While true, an investor well into retirement is not the age group Hershfield, Goldstein and Allianz are targeting. It's unlikely they'll portray an ailing retired client — but rather one who's satisfied, or one who's feeling overwhelmed by inadequate savings. Even now, to craft the images on the virtual avatar that will appear on the slider, both Hershfield and Goldstein are interviewing financial advisors and retirement investors to find out what feels satisfying to them in terms of their level of wealth in retirement.
“We're not really concerned about happiness, but about adequacy,” says Goldstein, currently a principal research scientist at Yahoo in New York, who gave a TED talk in late 2011 on the battle between the present and future self, with a slight emphasis on the financial outcome. “We're not sure what people answer when they answer how happy they are. You may have a policy of answering questions optimistically. You may ask them if the money they have is adequate for their medical expenses, and they could answer, ‘No, but I'm happy.’ So we want to find what is adequate for food, medical, housing, vacation, education and family.”
Calibrating those expressions to the amount a person would need for retirement is as important to the team as getting the facial imaging right.
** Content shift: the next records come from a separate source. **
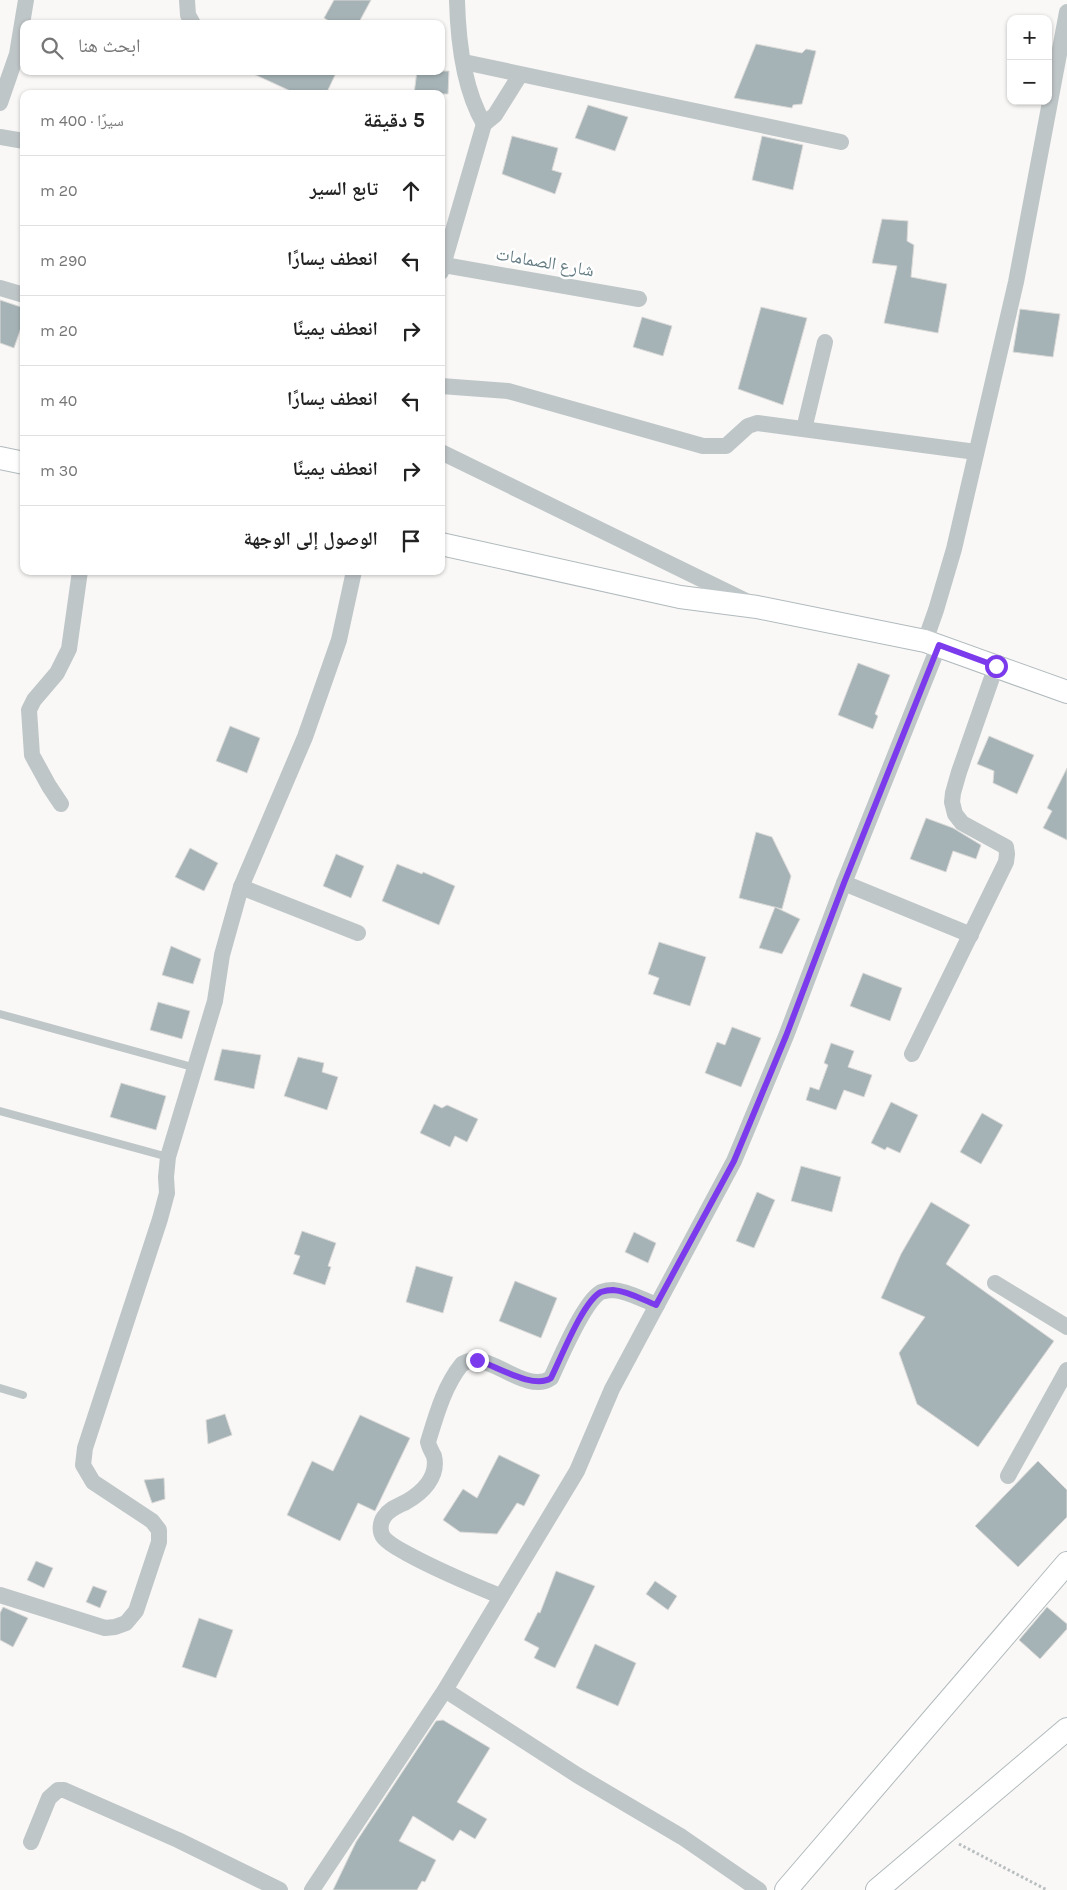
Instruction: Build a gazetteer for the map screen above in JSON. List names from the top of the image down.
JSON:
{
  "streets": {
    "street": ["شارع الصمامات"]
  },
  "page": {
    "map_buttons": ["+", "−"],
    "search": "ابحث هنا",
    "heading": ["5 دقيقة", "سيرًا · 400 m"],
    "list": [
      ["تابع السير", "20 m"],
      ["انعطف يسارًا", "290 m"],
      ["انعطف يمينًا", "20 m"],
      ["انعطف يسارًا", "40 m"],
      ["انعطف يمينًا", "30 m"],
      "الوصول إلى الوجهة"
    ]
  }
}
Marry both, and Allianz believes it will have a tool that will impact an investor's behavior just enough to prepare well for retirement. Do it wrong and Smith agrees that the outcome could scare investors off from even tackling their future needs.
But while no one is eager to face their elder selves in the mirror — whatever the age — a gentle push in that direction may be a wake-up call that many investors need. And coming face-to-face with the future may make investors feel more connected and empathetic to their older selves, says Smith, who notes that the brain reacts to an older version of the self as it would to a stranger. Give the retired self a face, and he may become a friend.
“You think of this person you'll be in the future as a stranger,” she says. “So you're not sure you'll do anything more for yourself than you would for a stranger. We want to introduce you to your future self so you'll be kinder to him or her. That's why it's important that the images be realistic. We're not trying to scare people into action, but to nudge them to want to help their future selves.”